Yeah, I think another thing too is the leader or the person jumpstarting this, it's, I think it's really important that they come from, they're a member of the tribe or the audience that's part of the community. Not everybody agrees with me on this one cuz I've listened to some podcasts where people are like, well, you can have some experience with it.
I can just tell you about [00:16:00] my Intuit experience. And I talk about Intuit a lot because it's really affected my professional DNA. But, you know, I was there, I was running their e-commerce site and all these people were asking me to create a community. Oh, sorry. All these people were asking me to create content.
Content was expensive back then. And so I said, well, maybe I'll create a community. So I thought I was really smart and I kind of went to my Rolodex. Yep. We had Rolodexes that day, and I got, you know, in touch with two or three community leaders and managers and said, can you work for me and help me build this community?
It flopped. In the first 15 days, all the alarms went off and what happened was they never ran a small business and they didn't understand the product. And to another point is they couldn't speak that common language. Right. And so, you know, I quickly pivoted. I mean, fortunately I knew these guys and said, sorry.
And at the time I went to the call center, actually I knew a lot about the call center then, which is another good story. I'll get [00:17:00] to you in a second. And this was, you know, 2002. And so there weren't a lot of people like community leaders. Now, the people I knew they had worked on the well, and you can Google the well, it was very famous community back then.

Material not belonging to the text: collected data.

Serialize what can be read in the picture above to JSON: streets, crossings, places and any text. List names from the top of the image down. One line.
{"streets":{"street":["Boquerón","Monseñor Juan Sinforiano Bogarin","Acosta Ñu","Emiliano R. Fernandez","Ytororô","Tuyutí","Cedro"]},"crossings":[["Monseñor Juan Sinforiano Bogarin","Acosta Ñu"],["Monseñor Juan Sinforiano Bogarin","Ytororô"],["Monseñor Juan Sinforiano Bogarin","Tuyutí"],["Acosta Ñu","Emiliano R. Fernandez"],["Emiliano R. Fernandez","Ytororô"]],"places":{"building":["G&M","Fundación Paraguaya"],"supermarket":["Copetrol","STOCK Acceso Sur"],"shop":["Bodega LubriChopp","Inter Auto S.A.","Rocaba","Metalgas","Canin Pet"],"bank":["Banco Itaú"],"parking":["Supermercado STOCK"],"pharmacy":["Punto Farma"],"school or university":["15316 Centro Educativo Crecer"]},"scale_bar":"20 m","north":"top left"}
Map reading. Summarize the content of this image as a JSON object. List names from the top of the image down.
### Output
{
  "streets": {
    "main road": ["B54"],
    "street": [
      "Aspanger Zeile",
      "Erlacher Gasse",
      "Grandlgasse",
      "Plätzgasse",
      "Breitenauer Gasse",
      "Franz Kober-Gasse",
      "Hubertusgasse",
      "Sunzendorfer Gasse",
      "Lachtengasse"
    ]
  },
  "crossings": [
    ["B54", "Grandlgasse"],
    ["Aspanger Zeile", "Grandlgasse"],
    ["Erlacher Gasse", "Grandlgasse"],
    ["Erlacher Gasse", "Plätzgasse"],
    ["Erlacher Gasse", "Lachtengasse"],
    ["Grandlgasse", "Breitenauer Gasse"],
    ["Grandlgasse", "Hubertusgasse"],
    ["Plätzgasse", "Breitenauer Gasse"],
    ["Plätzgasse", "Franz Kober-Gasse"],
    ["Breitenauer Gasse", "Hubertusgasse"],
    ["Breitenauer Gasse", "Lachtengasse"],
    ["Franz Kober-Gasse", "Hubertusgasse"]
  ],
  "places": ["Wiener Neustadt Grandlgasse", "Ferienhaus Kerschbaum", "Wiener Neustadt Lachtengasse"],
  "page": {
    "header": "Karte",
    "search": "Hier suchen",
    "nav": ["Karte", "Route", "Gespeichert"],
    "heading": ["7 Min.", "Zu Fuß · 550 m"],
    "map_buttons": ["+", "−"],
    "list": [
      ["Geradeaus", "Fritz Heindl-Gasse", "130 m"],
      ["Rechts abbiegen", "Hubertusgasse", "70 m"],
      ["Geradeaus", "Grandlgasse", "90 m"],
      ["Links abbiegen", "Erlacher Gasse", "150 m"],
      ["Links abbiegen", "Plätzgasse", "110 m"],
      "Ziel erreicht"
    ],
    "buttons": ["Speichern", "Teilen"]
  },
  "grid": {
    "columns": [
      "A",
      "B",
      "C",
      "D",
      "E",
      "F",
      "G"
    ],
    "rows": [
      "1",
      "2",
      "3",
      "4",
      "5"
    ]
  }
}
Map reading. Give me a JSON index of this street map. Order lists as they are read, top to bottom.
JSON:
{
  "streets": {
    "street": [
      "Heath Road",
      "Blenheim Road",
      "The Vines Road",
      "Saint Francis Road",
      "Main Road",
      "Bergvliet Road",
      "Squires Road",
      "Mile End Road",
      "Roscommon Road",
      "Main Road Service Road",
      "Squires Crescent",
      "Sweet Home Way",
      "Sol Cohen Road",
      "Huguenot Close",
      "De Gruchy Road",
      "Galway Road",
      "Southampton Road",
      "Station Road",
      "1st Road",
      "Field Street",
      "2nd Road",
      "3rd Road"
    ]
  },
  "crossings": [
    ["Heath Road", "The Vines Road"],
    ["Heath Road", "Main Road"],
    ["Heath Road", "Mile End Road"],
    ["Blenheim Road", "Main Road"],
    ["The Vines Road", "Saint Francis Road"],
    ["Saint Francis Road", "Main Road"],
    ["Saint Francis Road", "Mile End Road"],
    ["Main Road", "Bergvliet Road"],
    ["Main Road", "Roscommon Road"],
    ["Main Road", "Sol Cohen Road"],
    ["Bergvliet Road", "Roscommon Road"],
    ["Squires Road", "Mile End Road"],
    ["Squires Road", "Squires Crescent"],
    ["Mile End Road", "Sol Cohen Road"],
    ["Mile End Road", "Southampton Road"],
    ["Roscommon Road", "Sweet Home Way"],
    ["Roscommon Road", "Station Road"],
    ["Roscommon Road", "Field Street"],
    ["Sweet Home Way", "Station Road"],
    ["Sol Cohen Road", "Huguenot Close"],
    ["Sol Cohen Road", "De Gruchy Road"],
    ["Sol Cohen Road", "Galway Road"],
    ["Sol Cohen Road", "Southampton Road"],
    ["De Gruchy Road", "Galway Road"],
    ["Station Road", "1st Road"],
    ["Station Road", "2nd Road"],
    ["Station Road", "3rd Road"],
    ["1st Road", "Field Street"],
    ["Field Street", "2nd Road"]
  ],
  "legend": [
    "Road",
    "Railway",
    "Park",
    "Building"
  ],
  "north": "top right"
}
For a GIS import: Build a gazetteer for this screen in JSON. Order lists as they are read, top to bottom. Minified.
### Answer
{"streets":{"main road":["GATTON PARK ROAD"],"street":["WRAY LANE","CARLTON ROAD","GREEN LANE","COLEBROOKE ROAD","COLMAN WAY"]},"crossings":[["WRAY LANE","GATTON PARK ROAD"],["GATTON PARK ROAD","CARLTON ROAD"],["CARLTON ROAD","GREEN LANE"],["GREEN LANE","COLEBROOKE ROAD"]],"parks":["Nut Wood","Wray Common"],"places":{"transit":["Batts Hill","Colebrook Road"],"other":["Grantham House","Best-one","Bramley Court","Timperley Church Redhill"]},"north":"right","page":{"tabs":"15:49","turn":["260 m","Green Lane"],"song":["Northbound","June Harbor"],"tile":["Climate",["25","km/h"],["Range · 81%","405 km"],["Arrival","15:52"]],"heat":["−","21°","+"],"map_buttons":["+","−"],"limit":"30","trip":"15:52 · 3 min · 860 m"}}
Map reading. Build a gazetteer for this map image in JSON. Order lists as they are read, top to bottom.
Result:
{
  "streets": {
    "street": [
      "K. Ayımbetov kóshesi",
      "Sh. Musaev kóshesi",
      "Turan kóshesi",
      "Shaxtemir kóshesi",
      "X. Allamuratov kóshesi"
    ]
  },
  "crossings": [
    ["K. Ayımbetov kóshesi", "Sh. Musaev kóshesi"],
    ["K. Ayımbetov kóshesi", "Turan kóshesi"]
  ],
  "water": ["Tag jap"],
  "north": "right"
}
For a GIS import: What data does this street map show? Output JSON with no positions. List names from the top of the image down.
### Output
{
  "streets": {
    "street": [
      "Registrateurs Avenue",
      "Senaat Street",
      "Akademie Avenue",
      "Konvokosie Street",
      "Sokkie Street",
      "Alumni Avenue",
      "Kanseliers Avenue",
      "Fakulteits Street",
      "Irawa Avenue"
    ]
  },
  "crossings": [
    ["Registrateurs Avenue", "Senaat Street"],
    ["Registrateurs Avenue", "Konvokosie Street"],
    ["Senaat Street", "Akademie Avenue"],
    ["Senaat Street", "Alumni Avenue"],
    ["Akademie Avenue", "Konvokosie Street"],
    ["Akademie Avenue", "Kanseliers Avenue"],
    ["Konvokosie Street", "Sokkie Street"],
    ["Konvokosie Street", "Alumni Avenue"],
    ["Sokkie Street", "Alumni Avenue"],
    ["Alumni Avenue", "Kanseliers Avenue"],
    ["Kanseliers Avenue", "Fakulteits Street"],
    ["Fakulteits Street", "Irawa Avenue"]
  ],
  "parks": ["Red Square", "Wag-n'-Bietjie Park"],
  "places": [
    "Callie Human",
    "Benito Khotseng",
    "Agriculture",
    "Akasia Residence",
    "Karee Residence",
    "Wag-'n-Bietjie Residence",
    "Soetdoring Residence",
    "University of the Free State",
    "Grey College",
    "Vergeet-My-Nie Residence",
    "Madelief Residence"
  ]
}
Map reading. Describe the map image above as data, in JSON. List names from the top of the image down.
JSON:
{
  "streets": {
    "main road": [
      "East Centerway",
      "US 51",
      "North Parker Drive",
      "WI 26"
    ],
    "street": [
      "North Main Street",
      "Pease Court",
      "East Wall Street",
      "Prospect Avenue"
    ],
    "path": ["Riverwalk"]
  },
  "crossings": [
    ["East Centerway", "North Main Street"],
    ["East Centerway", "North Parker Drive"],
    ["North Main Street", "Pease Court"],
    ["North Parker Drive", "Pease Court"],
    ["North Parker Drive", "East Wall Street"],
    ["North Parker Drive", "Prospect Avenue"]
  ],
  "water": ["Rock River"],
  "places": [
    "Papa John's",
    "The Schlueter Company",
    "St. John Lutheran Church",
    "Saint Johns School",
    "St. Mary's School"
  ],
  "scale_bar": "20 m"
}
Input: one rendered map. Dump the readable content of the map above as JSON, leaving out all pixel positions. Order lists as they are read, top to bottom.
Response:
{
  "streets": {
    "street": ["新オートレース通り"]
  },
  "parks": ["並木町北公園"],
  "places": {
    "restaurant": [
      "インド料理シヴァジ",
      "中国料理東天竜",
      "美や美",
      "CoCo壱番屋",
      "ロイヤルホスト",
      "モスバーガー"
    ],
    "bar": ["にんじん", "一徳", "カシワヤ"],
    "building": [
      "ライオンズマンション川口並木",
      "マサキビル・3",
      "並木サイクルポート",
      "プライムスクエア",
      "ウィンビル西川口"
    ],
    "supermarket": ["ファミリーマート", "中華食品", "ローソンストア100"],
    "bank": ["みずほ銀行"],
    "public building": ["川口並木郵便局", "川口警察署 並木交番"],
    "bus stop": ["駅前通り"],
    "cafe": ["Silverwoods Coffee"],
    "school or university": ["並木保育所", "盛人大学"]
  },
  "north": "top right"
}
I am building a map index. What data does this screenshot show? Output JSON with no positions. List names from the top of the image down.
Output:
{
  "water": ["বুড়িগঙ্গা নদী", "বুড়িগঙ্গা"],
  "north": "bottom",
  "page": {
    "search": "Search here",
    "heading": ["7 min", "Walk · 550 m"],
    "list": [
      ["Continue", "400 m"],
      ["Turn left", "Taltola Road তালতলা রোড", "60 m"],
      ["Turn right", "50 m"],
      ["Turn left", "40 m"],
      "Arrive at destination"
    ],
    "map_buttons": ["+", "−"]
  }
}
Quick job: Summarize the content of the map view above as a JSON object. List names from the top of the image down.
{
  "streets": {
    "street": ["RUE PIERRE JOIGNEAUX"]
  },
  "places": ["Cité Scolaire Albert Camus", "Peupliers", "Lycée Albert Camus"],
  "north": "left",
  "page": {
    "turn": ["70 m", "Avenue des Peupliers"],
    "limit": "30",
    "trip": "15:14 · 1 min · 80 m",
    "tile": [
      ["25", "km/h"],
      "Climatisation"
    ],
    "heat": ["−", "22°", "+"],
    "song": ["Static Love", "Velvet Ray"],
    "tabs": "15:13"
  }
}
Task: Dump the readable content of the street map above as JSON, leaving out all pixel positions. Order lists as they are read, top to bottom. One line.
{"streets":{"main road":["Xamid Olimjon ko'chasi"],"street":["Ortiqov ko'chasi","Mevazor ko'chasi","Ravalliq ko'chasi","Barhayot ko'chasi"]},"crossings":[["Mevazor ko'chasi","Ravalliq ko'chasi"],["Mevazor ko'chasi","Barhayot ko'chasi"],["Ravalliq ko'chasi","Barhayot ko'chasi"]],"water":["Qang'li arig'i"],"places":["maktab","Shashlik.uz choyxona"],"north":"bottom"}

And so I went to the call center and I basically created a process to identify people that could potentially be a great community manager. Because they spoke the language, they knew the products and a lot of them had small, I mean, one of the things I said is they had to have their small, they all, they had to have a small business in their or small business experience in their background, so, those are just some of the things.
The story I like to tell about Intuit is that when I got there and I was trying to, learn about the product I used to listen to calls in the call center all the time and the first thing I told my manager, he's like, well, what do you need to be successful? I said, I need a couch. He said, what? I said, I want a couch outside my office.
My office was really small [00:18:00] and so I could just sit there and listen to calls after hours. And I just listened to calls and, you know, I learned a lot about the customer, but I also learned about which employees could really speak that language, which is probably another key ingredient to a successful community is you know, training and guidance.
Again, here's the threes, guardrails, guidance, and guides for your employees of how they can contribute to the community as well.
Yeah, a couch. What a great idea.
Yeah, so I learned my b2b community stuff by sitting on a couch and listening to customers. And, you know, I'm, again, the New Yorker side of me, I'm kind of I'm presumptuous here. So, I think a big problem with in B2B marketers is that, you know, we talk about getting close to the customer.
You know, I think, you never can be close [00:19:00] enough to the customer. And so that was how I started out, you know, I mean, eventually we had something called Follow me Homes, which you basically had to follow a small business. This, so now this is like the old days when people bought, like, QuickBooks and Quicken in a store.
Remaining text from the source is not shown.